Problem details -> Below are entries. Copy exactly the lines running from the line that holds "Find all text" to the line that holds "Detect all labels, symbols", with both ends included.

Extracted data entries
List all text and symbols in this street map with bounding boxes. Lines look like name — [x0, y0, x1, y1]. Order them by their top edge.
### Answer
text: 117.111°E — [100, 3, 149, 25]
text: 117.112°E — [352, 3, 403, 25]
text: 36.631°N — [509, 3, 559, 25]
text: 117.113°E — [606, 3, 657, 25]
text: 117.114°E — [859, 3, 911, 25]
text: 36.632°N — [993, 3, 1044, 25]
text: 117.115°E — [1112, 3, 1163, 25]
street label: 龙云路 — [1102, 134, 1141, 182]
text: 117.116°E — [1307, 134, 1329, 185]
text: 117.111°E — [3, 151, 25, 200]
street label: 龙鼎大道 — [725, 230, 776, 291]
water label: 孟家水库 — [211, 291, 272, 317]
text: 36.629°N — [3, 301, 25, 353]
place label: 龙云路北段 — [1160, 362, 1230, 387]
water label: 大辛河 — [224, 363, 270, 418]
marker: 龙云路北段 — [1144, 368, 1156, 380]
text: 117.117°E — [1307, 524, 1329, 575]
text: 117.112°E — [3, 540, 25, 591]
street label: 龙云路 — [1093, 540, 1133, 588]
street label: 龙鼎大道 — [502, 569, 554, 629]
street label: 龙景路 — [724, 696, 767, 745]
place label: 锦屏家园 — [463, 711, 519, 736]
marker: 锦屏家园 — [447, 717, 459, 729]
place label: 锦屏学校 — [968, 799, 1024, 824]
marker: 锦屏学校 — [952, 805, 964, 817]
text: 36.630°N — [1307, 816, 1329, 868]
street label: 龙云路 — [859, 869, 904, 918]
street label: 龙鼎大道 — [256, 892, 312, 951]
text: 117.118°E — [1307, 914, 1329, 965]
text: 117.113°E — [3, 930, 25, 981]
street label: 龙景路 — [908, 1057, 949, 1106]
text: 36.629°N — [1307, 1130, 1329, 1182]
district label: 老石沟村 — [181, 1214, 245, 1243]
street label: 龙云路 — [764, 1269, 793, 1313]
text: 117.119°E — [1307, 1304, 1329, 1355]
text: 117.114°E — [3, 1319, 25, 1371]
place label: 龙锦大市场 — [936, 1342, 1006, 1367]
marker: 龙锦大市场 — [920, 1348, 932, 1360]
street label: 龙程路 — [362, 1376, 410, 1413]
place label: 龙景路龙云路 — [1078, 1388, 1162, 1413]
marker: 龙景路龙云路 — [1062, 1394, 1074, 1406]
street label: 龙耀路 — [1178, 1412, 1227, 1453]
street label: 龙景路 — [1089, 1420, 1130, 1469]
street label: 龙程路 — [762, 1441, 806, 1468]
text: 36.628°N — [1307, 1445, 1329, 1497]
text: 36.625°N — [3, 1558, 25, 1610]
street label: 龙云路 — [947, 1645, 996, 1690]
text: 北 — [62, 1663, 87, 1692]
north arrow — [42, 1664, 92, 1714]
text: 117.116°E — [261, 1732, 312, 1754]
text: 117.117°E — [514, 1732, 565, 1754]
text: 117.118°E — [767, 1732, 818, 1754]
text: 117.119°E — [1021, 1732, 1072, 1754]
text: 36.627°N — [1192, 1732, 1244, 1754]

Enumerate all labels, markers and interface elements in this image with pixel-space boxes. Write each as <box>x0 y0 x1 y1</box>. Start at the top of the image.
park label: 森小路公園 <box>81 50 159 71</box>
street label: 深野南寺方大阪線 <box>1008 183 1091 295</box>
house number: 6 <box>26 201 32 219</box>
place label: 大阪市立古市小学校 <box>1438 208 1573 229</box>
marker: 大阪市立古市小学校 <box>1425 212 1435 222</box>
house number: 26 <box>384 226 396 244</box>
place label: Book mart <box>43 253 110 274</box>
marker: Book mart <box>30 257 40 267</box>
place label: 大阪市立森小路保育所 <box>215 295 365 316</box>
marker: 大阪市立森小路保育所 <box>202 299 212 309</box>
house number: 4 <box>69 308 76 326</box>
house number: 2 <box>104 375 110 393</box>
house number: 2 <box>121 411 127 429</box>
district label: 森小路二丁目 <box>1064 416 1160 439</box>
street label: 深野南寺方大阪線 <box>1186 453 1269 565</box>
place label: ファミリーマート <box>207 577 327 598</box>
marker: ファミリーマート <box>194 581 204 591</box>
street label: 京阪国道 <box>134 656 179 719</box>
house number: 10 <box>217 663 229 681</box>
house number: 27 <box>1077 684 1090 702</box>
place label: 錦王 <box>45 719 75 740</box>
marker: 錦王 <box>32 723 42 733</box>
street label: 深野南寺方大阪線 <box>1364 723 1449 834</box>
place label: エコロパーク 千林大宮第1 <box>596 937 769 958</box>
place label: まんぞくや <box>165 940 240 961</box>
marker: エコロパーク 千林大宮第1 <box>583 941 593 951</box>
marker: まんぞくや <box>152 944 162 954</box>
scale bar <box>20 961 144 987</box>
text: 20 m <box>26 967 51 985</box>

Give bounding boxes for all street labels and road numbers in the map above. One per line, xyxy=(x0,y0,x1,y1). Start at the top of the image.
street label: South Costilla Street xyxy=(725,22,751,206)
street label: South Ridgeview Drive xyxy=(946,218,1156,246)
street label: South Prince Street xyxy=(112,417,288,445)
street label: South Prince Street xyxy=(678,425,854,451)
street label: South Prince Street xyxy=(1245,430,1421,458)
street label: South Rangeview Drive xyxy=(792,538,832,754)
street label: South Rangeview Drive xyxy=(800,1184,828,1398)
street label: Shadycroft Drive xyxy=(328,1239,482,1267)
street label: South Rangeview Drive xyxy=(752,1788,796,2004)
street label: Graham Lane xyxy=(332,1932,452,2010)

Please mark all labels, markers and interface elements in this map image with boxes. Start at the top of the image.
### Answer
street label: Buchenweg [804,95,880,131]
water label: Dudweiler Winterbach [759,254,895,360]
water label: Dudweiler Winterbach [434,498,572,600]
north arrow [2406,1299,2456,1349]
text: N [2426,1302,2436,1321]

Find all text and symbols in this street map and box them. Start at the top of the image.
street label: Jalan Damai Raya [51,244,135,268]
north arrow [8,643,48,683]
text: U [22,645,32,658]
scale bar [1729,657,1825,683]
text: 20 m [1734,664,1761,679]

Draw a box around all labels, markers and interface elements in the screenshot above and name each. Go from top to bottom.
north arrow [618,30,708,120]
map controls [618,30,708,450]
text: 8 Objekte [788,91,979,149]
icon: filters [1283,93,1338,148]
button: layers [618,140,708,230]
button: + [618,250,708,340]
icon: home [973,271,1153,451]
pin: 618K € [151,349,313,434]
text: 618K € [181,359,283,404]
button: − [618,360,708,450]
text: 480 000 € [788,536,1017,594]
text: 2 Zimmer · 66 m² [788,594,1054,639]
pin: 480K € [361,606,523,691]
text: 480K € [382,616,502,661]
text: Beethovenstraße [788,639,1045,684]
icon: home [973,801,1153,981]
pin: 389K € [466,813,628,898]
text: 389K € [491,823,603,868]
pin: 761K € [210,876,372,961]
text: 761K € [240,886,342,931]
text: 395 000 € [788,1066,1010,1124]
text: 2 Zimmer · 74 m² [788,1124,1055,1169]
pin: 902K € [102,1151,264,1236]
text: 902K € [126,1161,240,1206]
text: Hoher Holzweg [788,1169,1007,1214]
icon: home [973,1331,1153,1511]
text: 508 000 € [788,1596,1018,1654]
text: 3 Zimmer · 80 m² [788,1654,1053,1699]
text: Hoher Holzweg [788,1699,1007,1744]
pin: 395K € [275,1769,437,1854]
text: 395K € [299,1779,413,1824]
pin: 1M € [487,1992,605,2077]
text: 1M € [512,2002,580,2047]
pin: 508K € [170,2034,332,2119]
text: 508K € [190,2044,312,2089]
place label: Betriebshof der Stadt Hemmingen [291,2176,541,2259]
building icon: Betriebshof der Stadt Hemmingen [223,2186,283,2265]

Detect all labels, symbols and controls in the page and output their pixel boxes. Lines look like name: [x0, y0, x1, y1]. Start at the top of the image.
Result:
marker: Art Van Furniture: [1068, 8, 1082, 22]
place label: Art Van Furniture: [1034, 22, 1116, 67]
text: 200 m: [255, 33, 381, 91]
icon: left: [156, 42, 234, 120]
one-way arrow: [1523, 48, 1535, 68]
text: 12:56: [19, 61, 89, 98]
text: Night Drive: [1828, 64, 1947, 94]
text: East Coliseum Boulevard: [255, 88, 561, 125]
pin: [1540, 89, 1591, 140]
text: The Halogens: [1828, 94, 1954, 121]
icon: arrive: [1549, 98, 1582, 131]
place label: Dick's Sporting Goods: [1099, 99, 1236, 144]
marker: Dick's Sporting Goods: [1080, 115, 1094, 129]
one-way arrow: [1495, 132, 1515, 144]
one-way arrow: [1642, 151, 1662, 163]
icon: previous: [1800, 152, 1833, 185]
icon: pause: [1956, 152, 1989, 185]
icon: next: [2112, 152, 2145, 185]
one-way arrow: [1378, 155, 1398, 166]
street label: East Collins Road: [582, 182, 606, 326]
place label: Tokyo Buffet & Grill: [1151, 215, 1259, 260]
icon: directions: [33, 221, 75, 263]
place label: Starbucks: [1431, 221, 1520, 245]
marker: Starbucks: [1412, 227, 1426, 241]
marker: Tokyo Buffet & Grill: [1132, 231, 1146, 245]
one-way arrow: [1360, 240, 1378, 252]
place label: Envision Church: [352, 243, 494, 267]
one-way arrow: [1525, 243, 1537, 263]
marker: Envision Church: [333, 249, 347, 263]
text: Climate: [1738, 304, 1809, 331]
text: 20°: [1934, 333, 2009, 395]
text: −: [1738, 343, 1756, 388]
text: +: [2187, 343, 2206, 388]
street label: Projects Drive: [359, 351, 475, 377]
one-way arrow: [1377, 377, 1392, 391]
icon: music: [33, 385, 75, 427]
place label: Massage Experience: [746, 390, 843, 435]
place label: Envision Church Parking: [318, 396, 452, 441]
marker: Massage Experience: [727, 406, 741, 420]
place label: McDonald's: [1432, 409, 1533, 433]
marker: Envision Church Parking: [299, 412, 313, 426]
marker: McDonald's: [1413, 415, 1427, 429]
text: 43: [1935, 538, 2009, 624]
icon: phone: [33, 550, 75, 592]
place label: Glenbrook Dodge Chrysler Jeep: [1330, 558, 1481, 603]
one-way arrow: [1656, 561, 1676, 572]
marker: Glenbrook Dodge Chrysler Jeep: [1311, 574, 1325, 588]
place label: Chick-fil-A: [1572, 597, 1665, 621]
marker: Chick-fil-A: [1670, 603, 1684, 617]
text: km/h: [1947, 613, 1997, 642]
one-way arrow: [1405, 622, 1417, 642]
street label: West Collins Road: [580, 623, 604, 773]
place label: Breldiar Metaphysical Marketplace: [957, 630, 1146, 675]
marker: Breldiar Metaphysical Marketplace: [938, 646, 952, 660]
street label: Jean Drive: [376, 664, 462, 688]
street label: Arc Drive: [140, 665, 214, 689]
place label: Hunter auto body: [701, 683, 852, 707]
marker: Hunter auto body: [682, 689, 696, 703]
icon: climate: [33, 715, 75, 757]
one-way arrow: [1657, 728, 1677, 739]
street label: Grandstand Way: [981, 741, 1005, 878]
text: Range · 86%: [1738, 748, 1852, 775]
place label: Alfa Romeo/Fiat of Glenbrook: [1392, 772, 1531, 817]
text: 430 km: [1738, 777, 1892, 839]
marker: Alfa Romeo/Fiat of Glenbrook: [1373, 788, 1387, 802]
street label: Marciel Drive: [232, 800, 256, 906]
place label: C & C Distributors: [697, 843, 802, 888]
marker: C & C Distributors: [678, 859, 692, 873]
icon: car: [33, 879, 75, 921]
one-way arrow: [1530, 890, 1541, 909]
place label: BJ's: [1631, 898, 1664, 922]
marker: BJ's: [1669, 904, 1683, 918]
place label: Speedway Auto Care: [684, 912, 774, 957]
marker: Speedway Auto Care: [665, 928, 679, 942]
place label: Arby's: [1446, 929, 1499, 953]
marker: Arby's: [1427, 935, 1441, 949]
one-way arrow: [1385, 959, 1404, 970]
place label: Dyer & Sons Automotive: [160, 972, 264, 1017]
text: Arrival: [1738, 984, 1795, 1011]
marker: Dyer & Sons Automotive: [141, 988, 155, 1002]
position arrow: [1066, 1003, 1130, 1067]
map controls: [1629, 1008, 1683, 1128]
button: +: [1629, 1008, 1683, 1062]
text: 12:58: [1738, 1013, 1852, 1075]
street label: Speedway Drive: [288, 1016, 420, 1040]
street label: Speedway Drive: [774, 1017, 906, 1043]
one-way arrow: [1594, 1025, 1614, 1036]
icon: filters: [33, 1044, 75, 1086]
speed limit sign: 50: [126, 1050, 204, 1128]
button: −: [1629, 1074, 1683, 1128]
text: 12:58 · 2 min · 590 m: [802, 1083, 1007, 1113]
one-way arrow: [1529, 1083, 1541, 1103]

Solution to the problem ->
Find all text and symbols in this street map and box them. Start at the top of the image.
street label: Jalan Damai Raya [51,244,135,268]
north arrow [8,643,48,683]
text: U [22,645,32,658]
scale bar [1729,657,1825,683]
text: 20 m [1734,664,1761,679]

Draw a box around all labels, markers and interface elements in the screenshot above and name each. Go from top to bottom.
north arrow [618,30,708,120]
map controls [618,30,708,450]
text: 8 Objekte [788,91,979,149]
icon: filters [1283,93,1338,148]
button: layers [618,140,708,230]
button: + [618,250,708,340]
icon: home [973,271,1153,451]
pin: 618K € [151,349,313,434]
text: 618K € [181,359,283,404]
button: − [618,360,708,450]
text: 480 000 € [788,536,1017,594]
text: 2 Zimmer · 66 m² [788,594,1054,639]
pin: 480K € [361,606,523,691]
text: 480K € [382,616,502,661]
text: Beethovenstraße [788,639,1045,684]
icon: home [973,801,1153,981]
pin: 389K € [466,813,628,898]
text: 389K € [491,823,603,868]
pin: 761K € [210,876,372,961]
text: 761K € [240,886,342,931]
text: 395 000 € [788,1066,1010,1124]
text: 2 Zimmer · 74 m² [788,1124,1055,1169]
pin: 902K € [102,1151,264,1236]
text: 902K € [126,1161,240,1206]
text: Hoher Holzweg [788,1169,1007,1214]
icon: home [973,1331,1153,1511]
text: 508 000 € [788,1596,1018,1654]
text: 3 Zimmer · 80 m² [788,1654,1053,1699]
text: Hoher Holzweg [788,1699,1007,1744]
pin: 395K € [275,1769,437,1854]
text: 395K € [299,1779,413,1824]
pin: 1M € [487,1992,605,2077]
text: 1M € [512,2002,580,2047]
pin: 508K € [170,2034,332,2119]
text: 508K € [190,2044,312,2089]
place label: Betriebshof der Stadt Hemmingen [291,2176,541,2259]
building icon: Betriebshof der Stadt Hemmingen [223,2186,283,2265]

Detect all labels, symbols and controls in the page and output their pixel boxes. Lines look like name: [x0, y0, x1, y1]. Start at the top of the image.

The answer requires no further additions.